Lyne Rachel, Burns Gavin, Mata Juan, Penkett Chris J, Rustici Gabriella, Chen Dongrong, Langford Cordelia, Vetrie David, Bähler Jürg
The Wellcome Trust Sanger Institute, Hinxton, Cambridge CB10 1SA, UK.
BMC Genomics. 2003 Jul 10;4(1):27. doi: 10.1186/1471-2164-4-27.

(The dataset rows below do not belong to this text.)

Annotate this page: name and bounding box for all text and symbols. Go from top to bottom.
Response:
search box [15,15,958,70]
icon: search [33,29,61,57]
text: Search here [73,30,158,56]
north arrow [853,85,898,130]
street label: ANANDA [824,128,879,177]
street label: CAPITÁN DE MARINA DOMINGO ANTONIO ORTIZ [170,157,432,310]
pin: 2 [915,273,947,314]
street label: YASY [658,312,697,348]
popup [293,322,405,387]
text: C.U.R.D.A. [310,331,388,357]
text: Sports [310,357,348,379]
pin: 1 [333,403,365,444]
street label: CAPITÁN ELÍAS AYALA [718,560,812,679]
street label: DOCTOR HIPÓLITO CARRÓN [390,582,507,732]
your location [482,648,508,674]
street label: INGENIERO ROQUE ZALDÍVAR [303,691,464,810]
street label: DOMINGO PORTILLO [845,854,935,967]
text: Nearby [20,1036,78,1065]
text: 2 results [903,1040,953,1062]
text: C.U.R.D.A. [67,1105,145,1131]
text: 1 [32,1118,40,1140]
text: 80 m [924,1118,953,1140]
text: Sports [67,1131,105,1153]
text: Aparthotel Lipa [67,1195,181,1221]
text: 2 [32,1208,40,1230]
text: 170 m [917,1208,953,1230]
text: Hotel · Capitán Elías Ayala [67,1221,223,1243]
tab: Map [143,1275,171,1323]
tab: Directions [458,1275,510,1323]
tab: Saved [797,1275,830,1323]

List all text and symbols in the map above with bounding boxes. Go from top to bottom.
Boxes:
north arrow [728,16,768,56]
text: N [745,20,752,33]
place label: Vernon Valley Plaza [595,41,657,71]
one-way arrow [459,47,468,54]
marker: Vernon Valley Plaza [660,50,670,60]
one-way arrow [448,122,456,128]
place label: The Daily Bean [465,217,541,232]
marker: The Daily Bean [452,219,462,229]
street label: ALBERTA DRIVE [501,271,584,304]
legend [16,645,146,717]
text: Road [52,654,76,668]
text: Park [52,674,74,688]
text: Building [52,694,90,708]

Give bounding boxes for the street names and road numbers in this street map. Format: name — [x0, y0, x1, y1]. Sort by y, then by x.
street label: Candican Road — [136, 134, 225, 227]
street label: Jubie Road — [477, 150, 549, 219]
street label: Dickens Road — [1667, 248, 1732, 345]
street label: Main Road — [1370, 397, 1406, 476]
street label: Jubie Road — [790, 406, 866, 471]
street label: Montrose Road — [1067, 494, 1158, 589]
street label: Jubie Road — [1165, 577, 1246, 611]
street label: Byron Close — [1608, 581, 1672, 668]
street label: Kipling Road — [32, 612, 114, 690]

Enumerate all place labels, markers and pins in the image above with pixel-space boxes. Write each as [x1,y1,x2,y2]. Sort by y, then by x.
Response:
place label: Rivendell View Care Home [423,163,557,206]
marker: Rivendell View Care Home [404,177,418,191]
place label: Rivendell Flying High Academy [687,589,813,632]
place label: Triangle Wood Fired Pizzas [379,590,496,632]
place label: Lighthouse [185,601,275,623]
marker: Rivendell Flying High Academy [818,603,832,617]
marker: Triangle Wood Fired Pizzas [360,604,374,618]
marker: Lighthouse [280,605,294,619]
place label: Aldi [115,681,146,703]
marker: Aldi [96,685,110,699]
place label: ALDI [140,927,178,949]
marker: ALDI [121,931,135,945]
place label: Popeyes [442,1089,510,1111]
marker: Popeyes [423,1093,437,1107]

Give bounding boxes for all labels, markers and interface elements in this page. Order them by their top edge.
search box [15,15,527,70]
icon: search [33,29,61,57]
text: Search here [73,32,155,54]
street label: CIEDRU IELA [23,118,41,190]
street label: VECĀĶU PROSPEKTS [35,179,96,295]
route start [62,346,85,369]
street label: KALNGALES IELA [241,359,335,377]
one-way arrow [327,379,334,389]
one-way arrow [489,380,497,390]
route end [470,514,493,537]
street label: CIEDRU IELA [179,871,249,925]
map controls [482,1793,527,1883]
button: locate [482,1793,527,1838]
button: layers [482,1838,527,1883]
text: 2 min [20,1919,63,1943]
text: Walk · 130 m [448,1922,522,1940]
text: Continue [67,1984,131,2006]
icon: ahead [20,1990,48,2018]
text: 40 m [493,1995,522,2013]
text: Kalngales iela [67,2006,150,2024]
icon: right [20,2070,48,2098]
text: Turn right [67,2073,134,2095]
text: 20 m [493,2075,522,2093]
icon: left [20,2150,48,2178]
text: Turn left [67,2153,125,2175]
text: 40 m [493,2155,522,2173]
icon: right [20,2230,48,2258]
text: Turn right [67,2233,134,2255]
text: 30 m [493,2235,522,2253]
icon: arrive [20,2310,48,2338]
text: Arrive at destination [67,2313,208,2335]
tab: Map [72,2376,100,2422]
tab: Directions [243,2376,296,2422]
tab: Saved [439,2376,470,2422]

The genome of the fission yeast Schizosaccharomyces pombe has recently been sequenced, setting the stage for the post-genomic era of this increasingly popular model organism. We have built fission yeast microarrays, optimised protocols to improve array performance, and carried out experiments to assess various characteristics of microarrays.
We designed PCR primers to amplify specific probes (180-500 bp) for all known and predicted fission yeast genes, which are printed in duplicate onto separate regions of glass slides together with control elements (approximately 13,000 spots/slide). Fluorescence signal intensities depended on the size and intragenic position of the array elements, whereas the signal ratios were largely independent of element properties. Only the coding strand is covalently linked to the slides, and our array elements can discriminate transcriptional direction. The microarrays can distinguish sequences with up to 70% identity, above which cross-hybridisation contributes to the signal intensity. We tested the accuracy of signal ratios and measured the reproducibility of array data caused by biological and technical factors. Because the technical variability is lower, it is best to use samples prepared from independent biological experiments to obtain repeated measurements with swapping of fluorochromes to prevent dye bias. We also developed a script that discards unreliable data and performs a normalization to correct spatial artefacts.
This paper provides data for several microarray properties that are rarely measured. The results define critical parameters for microarray design and experiments and provide a framework to optimise and interpret array data. Our arrays give reproducible and accurate expression ratios with high sensitivity. The scripts for primer design and initial data processing as well as primer sequences and detailed protocols are available from our website.
裂殖酵母粟酒裂殖酵母的基因组最近已被测序,为这种越来越受欢迎的模式生物的后基因组时代奠定了基础。我们构建了裂殖酵母微阵列,优化了提高阵列性能的方案,并进行了实验以评估微阵列的各种特性。
我们设计了PCR引物,用于扩增所有已知和预测的裂殖酵母基因的特异性探针(180 - 500 bp),这些探针以一式两份打印在载玻片的不同区域,同时还有对照元件(每张载玻片约13,000个点)。荧光信号强度取决于阵列元件的大小和基因内位置,而信号比率在很大程度上与元件特性无关。只有编码链与载玻片共价连接,并且我们的阵列元件可以区分转录方向。微阵列能够区分同一性高达70%的序列,超过这个比例交叉杂交会影响信号强度。我们测试了信号比率的准确性,并测量了由生物学和技术因素导致的阵列数据的可重复性。由于技术变异性较低,最好使用从独立生物学实验制备的样本进行重复测量,并交换荧光染料以防止染料偏差。我们还开发了一个脚本,用于丢弃不可靠数据并进行归一化以校正空间假象。
本文提供了一些很少测量的微阵列特性的数据。结果定义了微阵列设计和实验的关键参数,并提供了一个优化和解释阵列数据的框架。我们的阵列具有高灵敏度,能给出可重复且准确的表达比率。引物设计和初始数据处理的脚本以及引物序列和详细方案可从我们的网站获取。